Aim of the exercise: Word for word, restate the lines that run from the line containing "List all text" to the last line of the records below.
+++ Provided information +++
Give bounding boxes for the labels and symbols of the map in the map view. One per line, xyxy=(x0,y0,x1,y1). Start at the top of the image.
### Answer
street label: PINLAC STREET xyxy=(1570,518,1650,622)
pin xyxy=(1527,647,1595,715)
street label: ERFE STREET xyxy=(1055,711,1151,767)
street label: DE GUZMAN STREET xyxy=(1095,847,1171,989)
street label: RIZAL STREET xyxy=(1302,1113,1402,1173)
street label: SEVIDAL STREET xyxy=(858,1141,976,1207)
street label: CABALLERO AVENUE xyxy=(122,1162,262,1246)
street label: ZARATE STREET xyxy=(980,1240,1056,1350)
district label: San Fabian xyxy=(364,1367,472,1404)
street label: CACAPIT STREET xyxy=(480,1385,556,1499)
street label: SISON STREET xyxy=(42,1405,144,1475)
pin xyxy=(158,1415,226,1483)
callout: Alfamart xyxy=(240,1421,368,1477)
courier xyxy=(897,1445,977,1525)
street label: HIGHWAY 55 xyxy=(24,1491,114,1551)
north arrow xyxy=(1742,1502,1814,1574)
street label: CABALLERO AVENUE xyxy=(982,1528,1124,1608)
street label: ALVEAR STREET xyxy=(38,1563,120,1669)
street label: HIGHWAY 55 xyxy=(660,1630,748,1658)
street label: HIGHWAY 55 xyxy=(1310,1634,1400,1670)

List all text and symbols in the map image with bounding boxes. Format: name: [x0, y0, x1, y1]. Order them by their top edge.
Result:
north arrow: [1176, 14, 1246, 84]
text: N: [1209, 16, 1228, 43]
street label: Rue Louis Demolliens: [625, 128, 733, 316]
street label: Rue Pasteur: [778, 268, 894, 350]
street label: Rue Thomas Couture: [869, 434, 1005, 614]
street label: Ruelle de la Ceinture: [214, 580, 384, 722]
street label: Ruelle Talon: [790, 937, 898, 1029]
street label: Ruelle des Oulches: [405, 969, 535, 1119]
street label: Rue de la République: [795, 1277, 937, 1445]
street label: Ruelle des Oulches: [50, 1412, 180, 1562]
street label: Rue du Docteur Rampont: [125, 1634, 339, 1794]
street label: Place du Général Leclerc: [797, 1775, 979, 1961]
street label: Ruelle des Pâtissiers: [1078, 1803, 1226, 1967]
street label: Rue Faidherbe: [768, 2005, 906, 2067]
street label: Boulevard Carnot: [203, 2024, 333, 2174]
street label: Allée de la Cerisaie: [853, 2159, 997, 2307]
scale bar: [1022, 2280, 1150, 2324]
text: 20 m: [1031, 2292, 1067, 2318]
+++
Exercise output:
List all text and symbols in the map image with bounding boxes. Format: name: [x0, y0, x1, y1]. Order them by their top edge.
Result:
north arrow: [1176, 14, 1246, 84]
text: N: [1209, 16, 1228, 43]
street label: Rue Louis Demolliens: [625, 128, 733, 316]
street label: Rue Pasteur: [778, 268, 894, 350]
street label: Rue Thomas Couture: [869, 434, 1005, 614]
street label: Ruelle de la Ceinture: [214, 580, 384, 722]
street label: Ruelle Talon: [790, 937, 898, 1029]
street label: Ruelle des Oulches: [405, 969, 535, 1119]
street label: Rue de la République: [795, 1277, 937, 1445]
street label: Ruelle des Oulches: [50, 1412, 180, 1562]
street label: Rue du Docteur Rampont: [125, 1634, 339, 1794]
street label: Place du Général Leclerc: [797, 1775, 979, 1961]
street label: Ruelle des Pâtissiers: [1078, 1803, 1226, 1967]
street label: Rue Faidherbe: [768, 2005, 906, 2067]
street label: Boulevard Carnot: [203, 2024, 333, 2174]
street label: Allée de la Cerisaie: [853, 2159, 997, 2307]
scale bar: [1022, 2280, 1150, 2324]
text: 20 m: [1031, 2292, 1067, 2318]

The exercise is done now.